SANTIAGO DE COMPOSTELA, SPAIN. Low-dose aspirin (acetylsalicylic acid) is widely used on a daily basis to help prevent cardiovascular events such as stroke and heart attack. Spanish researchers now report that 100 mg aspirin taken at bedtime is also effective in reducing blood pressure in patients with untreated hypertension. Their clinical trial involved 113 men and 215 women (average age of 44 years, range of 23-79 years). The participants had all been diagnosed with mild essential hypertension defined as a systolic blood pressure between 140 and 159 mm Hg or a diastolic pressure between 90 and 99 mm Hg. Heavy drinkers, smokers, and heavy exercisers were excluded from the study.

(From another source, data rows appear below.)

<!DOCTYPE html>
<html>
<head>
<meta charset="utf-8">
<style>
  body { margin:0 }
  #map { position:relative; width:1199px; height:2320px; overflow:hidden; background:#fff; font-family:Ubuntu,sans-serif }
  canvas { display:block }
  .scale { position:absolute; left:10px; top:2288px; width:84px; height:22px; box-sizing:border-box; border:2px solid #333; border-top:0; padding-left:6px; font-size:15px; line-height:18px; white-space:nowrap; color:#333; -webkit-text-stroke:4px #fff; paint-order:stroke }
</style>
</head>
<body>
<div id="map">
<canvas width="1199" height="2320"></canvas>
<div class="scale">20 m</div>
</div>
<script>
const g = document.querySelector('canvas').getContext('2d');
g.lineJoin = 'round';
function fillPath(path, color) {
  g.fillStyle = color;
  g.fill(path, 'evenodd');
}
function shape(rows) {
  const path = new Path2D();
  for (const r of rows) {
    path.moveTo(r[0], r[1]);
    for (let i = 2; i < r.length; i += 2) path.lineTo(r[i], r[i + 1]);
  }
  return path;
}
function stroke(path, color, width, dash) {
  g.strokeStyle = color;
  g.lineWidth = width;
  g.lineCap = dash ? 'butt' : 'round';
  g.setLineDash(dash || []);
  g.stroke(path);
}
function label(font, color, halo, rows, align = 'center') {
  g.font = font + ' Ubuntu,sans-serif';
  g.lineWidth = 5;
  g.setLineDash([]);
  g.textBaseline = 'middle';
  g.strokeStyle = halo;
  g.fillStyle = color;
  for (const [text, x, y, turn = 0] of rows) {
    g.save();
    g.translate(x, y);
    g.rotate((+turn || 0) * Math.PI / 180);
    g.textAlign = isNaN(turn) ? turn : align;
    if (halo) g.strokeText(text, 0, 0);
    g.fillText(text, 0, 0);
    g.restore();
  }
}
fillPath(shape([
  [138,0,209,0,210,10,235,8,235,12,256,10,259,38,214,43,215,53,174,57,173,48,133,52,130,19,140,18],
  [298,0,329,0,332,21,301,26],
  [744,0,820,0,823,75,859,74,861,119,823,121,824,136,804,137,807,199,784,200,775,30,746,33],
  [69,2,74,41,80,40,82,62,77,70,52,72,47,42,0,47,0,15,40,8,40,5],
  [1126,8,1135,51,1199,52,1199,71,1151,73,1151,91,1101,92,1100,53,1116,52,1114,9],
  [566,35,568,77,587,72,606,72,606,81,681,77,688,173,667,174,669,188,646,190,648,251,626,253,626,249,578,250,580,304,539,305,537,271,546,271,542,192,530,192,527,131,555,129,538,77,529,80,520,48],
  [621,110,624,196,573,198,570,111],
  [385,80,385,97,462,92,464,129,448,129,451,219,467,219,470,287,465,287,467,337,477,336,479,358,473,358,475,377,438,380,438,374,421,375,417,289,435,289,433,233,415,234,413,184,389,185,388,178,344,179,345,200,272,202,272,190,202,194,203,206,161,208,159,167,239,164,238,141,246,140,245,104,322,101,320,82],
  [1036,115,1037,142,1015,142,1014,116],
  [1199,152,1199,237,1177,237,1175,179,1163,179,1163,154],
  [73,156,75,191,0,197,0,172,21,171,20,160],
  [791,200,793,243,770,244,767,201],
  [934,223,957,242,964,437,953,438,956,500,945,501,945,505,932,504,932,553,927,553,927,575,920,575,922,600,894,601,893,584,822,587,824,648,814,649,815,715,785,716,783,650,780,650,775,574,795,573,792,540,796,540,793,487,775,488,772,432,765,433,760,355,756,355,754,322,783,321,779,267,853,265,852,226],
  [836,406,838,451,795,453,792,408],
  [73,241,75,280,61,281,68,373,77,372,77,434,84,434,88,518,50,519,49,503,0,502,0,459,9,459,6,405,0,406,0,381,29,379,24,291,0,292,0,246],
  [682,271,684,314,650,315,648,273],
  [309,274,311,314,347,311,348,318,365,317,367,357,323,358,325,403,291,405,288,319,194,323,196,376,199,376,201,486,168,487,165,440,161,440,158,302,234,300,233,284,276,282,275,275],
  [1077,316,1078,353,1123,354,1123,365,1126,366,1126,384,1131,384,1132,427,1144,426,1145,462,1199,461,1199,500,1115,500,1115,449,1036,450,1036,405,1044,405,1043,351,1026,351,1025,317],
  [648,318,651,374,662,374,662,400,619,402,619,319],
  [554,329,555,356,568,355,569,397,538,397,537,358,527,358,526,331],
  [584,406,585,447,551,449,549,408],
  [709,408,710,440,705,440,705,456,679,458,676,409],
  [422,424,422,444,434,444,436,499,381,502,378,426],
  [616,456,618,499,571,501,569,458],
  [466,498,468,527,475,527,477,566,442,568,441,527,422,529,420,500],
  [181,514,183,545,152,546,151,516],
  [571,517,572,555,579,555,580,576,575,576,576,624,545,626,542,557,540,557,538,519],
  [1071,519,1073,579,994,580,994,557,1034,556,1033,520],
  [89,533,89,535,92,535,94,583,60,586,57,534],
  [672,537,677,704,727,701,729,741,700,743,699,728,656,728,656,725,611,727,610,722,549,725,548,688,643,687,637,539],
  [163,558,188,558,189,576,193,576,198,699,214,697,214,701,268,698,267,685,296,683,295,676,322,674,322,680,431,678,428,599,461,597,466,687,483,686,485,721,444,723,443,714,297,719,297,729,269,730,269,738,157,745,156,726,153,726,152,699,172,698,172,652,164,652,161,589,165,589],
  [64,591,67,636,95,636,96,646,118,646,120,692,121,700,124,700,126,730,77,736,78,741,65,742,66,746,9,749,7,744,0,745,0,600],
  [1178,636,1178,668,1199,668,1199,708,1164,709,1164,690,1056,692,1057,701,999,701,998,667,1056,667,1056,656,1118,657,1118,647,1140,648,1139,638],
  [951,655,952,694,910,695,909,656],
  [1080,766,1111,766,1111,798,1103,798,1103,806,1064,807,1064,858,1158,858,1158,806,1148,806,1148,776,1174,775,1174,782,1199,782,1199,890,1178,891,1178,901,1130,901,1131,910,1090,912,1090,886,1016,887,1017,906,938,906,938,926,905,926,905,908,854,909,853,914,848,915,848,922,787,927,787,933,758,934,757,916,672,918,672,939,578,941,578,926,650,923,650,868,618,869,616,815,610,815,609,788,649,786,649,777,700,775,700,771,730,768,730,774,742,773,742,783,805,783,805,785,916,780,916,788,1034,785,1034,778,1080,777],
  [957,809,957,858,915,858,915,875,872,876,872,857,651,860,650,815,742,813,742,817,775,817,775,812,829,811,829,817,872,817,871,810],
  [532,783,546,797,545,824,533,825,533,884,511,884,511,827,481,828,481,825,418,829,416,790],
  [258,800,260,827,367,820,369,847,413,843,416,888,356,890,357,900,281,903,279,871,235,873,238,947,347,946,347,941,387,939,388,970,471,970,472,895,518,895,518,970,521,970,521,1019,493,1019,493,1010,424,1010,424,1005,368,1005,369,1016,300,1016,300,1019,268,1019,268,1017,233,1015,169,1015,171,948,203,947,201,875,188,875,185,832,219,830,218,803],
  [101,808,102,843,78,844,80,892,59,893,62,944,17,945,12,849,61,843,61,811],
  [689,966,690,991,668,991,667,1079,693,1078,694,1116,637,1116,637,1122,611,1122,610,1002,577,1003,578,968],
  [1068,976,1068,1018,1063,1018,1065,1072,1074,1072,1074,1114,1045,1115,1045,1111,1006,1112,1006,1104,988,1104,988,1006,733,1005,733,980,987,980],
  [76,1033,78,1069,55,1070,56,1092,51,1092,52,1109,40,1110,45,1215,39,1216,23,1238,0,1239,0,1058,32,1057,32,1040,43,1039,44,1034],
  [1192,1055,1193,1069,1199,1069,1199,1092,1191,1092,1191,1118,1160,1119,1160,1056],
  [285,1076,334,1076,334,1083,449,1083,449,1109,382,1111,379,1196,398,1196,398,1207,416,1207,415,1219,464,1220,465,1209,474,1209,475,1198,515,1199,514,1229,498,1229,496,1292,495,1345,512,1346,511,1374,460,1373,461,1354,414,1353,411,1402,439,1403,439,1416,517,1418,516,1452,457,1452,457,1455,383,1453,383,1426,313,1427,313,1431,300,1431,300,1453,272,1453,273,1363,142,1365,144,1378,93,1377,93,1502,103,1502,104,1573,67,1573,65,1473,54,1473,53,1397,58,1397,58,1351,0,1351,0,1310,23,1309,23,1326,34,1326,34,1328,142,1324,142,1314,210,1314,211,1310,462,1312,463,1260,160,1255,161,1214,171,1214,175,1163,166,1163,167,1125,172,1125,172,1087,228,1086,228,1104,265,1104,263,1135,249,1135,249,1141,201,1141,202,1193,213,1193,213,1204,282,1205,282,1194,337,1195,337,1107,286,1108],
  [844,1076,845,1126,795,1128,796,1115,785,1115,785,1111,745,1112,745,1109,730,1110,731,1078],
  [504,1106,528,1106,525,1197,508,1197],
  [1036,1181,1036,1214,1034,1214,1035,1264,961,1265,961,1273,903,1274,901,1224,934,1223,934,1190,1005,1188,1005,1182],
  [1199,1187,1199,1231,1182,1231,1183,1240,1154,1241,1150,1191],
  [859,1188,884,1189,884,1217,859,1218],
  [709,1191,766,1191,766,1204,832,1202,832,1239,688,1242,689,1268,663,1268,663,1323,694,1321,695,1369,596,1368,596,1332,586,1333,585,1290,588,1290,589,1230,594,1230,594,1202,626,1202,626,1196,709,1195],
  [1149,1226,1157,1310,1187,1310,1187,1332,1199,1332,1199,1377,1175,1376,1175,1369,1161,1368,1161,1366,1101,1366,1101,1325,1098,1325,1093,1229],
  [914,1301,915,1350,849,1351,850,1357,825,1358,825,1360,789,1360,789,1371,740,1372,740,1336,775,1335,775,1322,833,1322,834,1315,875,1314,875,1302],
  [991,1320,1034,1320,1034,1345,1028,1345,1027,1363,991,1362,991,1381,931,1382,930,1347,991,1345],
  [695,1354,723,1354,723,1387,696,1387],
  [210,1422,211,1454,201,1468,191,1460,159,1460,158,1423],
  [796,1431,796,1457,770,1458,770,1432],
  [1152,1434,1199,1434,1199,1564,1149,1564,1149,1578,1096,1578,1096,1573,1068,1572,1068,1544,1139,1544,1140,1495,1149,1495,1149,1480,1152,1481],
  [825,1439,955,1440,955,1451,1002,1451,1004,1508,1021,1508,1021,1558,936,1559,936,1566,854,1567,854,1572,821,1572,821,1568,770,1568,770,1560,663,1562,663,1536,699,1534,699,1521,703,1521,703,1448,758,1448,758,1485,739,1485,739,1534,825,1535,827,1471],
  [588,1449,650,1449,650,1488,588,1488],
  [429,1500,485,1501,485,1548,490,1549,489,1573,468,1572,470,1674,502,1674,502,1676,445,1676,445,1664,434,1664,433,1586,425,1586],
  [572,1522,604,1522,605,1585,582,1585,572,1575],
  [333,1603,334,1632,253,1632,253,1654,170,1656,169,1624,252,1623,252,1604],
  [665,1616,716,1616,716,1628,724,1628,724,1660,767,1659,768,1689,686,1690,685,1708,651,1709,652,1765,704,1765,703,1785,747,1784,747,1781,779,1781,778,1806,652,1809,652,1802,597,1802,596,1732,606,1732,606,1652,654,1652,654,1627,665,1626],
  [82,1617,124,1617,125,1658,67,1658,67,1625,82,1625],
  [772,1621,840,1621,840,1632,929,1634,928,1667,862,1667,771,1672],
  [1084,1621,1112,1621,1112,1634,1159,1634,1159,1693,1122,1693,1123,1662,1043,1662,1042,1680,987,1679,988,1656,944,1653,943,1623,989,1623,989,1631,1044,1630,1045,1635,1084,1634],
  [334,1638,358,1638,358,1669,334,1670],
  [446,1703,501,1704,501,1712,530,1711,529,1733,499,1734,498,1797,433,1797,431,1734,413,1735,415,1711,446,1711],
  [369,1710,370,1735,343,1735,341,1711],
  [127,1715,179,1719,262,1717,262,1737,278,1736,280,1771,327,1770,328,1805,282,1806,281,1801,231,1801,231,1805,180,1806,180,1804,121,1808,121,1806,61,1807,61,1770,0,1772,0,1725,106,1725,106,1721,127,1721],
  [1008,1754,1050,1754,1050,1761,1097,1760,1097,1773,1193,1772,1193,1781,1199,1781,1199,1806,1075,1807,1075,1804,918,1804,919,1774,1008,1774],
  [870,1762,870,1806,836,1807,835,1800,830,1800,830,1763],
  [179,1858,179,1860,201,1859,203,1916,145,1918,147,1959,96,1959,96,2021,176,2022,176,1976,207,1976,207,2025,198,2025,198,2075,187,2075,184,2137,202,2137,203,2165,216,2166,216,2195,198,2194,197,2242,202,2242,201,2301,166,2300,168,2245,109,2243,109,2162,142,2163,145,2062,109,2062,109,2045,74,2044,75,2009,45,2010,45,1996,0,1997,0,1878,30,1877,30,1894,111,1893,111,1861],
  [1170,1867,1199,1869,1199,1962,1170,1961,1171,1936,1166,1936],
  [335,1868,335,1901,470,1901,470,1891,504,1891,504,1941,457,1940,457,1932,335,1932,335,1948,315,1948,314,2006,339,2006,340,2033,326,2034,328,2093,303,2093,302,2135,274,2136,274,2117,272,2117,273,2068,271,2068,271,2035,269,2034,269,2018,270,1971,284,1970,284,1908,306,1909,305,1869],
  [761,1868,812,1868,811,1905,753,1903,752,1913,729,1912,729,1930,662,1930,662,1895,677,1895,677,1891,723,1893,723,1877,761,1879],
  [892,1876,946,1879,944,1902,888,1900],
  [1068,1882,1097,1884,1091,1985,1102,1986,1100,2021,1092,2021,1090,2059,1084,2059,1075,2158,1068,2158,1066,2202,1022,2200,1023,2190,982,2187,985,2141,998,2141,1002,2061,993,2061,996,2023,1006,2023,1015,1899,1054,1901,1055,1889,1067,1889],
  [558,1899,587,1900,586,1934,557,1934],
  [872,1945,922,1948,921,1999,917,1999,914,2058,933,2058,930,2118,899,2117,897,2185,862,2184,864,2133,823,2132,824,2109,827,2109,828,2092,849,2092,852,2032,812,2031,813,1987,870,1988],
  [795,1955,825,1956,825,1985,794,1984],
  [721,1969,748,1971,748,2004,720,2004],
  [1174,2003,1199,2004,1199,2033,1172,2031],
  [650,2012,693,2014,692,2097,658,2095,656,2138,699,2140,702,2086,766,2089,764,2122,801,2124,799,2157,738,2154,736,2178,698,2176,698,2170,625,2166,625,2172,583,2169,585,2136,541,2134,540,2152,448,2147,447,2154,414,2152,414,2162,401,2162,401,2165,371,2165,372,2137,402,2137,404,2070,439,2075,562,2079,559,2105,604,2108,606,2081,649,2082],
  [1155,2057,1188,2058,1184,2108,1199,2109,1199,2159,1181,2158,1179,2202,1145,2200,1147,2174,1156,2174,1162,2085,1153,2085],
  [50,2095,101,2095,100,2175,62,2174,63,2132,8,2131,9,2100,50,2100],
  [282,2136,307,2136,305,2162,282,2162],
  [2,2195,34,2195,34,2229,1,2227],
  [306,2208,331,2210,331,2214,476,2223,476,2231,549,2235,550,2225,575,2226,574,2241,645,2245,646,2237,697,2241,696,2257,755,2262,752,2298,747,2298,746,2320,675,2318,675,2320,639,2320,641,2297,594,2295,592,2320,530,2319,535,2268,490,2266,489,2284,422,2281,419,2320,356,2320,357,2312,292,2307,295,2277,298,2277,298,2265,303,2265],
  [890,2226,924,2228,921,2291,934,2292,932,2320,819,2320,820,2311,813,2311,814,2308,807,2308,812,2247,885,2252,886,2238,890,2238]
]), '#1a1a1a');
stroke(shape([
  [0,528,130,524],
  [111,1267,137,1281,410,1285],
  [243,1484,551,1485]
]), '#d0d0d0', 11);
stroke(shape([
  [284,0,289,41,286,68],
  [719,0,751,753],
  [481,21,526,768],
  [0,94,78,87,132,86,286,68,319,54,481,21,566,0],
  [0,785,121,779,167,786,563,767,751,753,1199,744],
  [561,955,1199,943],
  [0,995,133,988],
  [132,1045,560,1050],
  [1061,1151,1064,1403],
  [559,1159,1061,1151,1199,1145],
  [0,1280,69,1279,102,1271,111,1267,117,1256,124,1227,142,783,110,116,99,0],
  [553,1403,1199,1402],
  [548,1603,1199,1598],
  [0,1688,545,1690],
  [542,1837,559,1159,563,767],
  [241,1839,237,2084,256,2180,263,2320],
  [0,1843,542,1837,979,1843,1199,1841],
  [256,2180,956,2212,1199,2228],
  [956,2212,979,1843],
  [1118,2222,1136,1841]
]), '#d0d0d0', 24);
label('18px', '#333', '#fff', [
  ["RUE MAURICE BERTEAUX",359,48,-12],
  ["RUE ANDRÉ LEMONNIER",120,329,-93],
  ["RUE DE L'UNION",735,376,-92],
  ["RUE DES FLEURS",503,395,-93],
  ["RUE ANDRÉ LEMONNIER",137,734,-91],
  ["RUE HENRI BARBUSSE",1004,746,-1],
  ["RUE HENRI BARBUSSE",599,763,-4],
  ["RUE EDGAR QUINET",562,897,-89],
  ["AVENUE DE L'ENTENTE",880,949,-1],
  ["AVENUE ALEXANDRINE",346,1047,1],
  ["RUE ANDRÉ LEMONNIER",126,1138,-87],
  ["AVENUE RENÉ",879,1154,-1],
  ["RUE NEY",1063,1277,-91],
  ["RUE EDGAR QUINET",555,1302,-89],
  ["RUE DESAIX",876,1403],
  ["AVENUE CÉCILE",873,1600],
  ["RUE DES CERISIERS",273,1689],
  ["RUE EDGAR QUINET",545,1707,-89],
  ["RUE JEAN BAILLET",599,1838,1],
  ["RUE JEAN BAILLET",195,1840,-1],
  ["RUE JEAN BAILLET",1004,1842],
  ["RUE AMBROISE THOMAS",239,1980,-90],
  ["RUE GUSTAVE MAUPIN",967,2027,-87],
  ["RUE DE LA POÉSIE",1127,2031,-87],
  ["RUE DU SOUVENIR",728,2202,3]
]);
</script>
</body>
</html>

The patients were randomized into three groups and were all given appropriate diet and lifestyle instructions. The first group of 169 received no drugs, the second group of 77 patients received 100 mg aspirin upon awakening, and the third group received 100 mg aspirin before bedtime. At baseline the participants all had similar blood pressures (systolic average of 147 mm Hg, diastolic average of 85 mm Hg) and no statistically significant difference in a wide range of other variables measured. The blood pressure and heart rate of each participant were automatically measured every 20 minutes from 7 AM to 11 PM and every 30 minutes during the night for 48 hours, both at baseline and again after 3 months of the aspirin regimen.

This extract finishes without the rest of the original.